Pull each line holding "Keep" out of the entries below.

╭─ WORKING DATA

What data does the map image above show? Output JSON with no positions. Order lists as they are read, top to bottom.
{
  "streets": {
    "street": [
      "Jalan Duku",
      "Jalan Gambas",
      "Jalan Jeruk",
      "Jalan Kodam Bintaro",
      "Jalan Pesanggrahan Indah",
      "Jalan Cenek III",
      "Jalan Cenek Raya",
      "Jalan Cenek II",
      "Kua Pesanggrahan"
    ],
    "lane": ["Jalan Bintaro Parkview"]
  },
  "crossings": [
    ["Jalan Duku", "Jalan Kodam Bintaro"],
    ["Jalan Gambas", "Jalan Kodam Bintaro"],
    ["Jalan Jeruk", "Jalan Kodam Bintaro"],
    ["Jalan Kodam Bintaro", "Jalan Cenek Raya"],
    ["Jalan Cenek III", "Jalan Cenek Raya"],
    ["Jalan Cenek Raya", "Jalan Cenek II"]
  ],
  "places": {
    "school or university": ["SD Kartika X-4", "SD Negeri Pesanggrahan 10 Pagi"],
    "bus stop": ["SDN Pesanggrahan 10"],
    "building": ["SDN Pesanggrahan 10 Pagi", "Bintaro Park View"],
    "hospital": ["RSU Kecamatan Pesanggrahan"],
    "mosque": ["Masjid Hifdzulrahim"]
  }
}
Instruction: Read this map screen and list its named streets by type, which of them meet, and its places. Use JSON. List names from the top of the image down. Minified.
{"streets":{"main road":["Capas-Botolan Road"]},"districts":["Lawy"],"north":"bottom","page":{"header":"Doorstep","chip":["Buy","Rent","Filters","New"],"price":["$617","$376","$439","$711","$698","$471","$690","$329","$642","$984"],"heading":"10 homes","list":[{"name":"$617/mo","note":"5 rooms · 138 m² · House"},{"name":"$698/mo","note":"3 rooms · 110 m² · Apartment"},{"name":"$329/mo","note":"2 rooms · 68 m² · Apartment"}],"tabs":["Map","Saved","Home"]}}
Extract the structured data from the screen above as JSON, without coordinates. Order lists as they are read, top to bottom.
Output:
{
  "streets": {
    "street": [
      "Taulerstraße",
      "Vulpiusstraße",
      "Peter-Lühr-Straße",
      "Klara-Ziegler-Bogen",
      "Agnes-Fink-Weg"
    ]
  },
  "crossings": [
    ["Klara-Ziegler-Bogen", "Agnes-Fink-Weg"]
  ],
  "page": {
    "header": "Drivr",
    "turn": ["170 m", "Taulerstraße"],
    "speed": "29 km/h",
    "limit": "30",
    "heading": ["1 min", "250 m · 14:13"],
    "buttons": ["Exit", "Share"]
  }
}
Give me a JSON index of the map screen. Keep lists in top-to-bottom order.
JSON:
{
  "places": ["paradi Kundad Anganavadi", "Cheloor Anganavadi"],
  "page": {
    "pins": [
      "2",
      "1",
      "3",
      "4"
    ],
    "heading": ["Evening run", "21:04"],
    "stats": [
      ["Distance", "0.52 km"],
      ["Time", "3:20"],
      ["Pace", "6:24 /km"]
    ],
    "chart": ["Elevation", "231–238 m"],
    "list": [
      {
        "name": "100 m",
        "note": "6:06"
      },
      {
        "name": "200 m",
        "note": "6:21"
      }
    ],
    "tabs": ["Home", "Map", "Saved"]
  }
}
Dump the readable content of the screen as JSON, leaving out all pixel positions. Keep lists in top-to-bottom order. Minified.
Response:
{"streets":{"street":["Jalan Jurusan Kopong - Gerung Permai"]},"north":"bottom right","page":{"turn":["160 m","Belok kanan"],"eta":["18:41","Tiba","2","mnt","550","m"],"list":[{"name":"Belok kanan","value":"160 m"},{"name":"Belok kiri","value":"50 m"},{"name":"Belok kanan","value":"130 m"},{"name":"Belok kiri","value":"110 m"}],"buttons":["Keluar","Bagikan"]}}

╰─

ANSWER TO THE EXERCISE:
Give me a JSON index of the map screen. Keep lists in top-to-bottom order.
Dump the readable content of the screen as JSON, leaving out all pixel positions. Keep lists in top-to-bottom order. Minified.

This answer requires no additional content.